The problem has received less attention than it should because it falls along the boundaries of professional and policy domains, from research to payment for services.

“There is remarkably little systematic examination of depression in parents,” said the report. Research and attention usually focus on mothers, with little data available on fathers. Women are screened during pregnancy and shortly following birth, but seldom beyond that point, due to inadequate guidelines or insurance limitations involving cut-off points for reimbursing the physician.
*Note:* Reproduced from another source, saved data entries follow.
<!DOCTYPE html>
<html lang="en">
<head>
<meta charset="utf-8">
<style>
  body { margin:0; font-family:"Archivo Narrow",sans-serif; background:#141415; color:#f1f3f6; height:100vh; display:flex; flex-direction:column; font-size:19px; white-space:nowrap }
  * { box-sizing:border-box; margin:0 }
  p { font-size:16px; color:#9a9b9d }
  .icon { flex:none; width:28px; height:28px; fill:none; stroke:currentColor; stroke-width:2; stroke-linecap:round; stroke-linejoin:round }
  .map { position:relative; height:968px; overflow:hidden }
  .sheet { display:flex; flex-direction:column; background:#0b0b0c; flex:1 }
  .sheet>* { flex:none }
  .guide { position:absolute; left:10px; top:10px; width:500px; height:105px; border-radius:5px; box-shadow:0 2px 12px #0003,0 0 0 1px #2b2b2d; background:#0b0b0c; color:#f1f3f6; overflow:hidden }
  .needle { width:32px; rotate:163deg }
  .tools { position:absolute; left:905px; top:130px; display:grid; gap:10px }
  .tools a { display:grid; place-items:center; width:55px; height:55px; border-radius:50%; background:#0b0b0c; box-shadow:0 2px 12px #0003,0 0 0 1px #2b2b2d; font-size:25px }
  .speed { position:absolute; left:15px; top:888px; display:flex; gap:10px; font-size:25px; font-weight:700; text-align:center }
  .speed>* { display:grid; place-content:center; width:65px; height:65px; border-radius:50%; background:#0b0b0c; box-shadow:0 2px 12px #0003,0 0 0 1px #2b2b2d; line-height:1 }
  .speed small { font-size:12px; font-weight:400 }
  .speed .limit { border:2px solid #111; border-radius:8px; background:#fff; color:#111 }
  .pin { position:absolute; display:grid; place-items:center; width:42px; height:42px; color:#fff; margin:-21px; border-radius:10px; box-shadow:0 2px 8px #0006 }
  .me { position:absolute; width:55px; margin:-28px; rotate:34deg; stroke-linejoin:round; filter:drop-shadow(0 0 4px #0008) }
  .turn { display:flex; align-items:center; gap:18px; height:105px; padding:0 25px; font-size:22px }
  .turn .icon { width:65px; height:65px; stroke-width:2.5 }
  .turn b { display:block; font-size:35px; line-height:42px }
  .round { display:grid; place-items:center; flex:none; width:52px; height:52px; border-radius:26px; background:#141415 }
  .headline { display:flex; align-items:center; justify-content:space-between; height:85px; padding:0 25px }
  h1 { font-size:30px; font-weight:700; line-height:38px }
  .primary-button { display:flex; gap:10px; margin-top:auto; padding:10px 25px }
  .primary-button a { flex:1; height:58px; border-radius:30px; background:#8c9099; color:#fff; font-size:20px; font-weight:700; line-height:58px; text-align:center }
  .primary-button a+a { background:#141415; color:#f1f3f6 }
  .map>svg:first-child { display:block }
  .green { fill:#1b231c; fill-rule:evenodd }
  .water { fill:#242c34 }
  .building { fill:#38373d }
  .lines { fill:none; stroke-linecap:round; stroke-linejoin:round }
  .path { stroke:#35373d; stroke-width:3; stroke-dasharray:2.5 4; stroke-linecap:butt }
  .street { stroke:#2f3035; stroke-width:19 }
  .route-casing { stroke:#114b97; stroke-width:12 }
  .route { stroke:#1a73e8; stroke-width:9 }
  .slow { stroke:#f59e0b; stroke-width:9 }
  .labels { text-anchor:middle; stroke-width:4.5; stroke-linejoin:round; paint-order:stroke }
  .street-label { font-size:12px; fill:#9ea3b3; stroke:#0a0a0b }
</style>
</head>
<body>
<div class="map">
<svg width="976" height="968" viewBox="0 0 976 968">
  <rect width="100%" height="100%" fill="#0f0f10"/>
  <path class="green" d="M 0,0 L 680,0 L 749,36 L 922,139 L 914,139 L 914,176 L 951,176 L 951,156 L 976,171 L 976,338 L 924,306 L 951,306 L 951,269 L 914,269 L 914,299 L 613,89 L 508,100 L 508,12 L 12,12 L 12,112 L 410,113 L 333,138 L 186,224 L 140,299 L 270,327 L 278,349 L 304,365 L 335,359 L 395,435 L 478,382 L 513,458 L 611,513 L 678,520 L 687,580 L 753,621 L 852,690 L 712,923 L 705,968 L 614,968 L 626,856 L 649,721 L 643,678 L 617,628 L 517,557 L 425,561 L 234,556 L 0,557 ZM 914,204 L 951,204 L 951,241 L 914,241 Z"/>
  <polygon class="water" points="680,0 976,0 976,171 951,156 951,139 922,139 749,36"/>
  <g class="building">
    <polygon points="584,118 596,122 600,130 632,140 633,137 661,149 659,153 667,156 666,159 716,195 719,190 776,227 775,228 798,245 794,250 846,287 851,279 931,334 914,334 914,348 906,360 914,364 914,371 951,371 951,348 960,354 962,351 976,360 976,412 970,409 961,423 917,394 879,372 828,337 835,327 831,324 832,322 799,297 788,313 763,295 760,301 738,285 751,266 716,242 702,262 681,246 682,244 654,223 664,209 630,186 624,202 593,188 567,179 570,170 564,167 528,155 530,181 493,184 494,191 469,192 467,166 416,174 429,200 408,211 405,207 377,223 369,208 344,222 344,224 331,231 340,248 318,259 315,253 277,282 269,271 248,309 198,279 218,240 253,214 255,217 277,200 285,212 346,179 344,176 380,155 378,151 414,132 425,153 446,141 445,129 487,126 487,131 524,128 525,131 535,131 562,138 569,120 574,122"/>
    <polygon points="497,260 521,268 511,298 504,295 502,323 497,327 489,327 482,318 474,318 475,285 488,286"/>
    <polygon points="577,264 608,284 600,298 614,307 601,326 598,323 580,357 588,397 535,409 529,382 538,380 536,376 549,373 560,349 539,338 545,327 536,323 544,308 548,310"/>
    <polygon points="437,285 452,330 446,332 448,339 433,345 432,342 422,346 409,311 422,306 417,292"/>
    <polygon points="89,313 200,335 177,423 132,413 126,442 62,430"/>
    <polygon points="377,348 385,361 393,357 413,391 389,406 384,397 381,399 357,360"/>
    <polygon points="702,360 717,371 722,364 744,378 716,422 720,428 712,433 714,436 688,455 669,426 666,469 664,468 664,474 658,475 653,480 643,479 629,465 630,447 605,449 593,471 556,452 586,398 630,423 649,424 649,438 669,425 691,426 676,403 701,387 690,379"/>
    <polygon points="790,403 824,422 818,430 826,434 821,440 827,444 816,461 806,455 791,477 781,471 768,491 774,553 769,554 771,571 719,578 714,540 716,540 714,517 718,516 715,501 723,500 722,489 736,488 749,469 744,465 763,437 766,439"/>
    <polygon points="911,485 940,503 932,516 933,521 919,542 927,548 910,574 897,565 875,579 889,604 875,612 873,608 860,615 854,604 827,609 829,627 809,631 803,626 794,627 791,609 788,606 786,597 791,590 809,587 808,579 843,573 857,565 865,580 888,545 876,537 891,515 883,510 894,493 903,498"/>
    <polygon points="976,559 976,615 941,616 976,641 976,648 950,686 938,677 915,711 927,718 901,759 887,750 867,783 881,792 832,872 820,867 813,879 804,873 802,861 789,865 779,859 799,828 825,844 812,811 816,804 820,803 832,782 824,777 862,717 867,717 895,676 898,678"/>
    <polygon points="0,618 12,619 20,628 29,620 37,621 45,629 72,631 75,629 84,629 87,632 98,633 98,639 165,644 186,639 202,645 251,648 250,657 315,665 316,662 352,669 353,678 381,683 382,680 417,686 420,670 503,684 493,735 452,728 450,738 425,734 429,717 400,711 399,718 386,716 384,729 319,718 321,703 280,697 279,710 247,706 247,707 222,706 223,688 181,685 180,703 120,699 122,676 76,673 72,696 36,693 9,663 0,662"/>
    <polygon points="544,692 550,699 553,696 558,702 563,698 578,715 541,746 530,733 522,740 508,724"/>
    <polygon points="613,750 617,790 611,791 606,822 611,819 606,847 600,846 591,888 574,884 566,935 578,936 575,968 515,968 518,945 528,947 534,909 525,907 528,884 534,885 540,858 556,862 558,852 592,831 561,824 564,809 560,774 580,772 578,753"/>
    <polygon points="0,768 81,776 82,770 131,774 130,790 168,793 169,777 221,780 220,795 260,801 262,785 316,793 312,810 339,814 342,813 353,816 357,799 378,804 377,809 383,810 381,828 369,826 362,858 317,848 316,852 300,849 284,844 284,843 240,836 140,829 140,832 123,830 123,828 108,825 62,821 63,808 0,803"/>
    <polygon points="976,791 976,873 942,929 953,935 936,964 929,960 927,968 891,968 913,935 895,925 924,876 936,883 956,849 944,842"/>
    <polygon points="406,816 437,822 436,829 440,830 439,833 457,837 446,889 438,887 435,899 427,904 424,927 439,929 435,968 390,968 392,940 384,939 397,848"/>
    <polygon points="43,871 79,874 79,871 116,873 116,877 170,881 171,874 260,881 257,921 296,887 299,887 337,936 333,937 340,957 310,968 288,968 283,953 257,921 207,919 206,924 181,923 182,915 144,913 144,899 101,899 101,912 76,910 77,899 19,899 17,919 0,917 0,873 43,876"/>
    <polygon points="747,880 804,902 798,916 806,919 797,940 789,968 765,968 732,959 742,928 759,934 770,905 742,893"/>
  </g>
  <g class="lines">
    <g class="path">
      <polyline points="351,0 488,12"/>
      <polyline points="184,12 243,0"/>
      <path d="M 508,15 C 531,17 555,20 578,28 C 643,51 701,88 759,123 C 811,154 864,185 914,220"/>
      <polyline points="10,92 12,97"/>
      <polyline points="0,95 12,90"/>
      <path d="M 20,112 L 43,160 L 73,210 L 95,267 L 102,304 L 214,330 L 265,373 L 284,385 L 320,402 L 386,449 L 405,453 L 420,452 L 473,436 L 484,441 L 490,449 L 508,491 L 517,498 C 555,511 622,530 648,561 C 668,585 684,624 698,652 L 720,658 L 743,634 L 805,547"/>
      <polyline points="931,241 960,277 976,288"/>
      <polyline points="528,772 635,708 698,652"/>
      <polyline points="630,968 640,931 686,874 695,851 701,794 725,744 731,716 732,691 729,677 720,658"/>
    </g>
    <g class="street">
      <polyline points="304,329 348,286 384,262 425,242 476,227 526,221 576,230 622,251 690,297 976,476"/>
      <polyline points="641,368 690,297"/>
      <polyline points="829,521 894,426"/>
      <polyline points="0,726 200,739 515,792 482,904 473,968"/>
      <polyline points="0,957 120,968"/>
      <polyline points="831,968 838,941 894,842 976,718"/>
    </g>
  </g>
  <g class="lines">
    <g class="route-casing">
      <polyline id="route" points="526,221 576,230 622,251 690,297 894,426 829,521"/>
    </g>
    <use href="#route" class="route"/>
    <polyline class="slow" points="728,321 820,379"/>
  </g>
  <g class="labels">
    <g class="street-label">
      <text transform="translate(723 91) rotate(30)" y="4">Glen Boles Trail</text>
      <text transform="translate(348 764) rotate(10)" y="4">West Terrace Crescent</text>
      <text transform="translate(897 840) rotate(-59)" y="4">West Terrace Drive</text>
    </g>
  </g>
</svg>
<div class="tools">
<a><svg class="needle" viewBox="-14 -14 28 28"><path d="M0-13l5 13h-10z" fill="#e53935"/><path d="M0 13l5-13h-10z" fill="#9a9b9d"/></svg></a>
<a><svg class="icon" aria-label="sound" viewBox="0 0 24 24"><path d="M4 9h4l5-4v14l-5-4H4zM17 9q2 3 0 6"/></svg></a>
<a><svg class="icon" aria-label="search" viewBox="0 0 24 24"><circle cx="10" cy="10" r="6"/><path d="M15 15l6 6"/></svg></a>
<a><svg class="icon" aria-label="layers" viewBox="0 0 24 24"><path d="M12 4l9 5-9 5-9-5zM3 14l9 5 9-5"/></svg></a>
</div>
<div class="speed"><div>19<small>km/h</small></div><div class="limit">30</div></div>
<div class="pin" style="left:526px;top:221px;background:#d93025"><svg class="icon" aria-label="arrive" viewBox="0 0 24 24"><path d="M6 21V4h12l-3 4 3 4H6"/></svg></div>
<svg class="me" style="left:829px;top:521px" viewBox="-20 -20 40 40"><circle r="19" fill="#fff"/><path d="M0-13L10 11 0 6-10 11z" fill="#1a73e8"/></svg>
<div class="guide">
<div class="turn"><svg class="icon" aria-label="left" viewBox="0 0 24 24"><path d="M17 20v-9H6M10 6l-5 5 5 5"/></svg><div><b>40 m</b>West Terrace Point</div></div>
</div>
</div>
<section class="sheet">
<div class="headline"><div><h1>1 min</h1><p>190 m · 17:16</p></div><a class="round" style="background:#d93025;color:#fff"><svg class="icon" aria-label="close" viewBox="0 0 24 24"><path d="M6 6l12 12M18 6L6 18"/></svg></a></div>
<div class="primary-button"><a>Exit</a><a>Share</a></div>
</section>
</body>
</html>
Numerous barriers to care stand in the way of screening, access, treatment, and reimbursement.

The remedy lies in comprehensive, multigenerational, family-centered care that will not only identify and treat parents with depression, but also help them improve their parenting skills, and provide support for their children, England said.

For a start, the U.S. Surgeon General should encourage federal health agencies to increase their recognition of depression in parents and its effects on children's development, along with collaborative research into risk and protective factors and, ultimately, demonstration projects to evaluate innovative services.

The Substance Abuse and Mental Health Services Administration and the Health Resources and Services Administration should develop collaborative training programs for primary, mental health, and substance abuse professionals to break down the silos that isolate professional groups.

Payment rules for both public and private payers should be changed to permit care in nonclinical settings (such as home visits or community centers) and eliminate current restrictions in Medicaid that prohibit same-day visits for mental health and primary care services.

Impeding use of Medicaid for this group are “low reimbursement rates, lack of benefit coverage to assess for maternal depression, prohibitions against pediatricians assess[ing] parents, and a restricted range of eligible providers....”

The prospect of achieving such widespread change is daunting, even for members of the IOM committee. “We know what we should do, but we don't know how to implement it,” said Beardslee in a follow-up interview.“ We need a broad public-health approach. However, there will be a real payoff because medical outcomes are worse in people with depression, so there ought to be an incentive to identify and treat family members.”

“Depression in Parents, Parenting, and Children: Opportunities to Improve Identification, Treatment, and Prevention” is posted at<www.bocyf.org/parental_depression_brief.pdf>.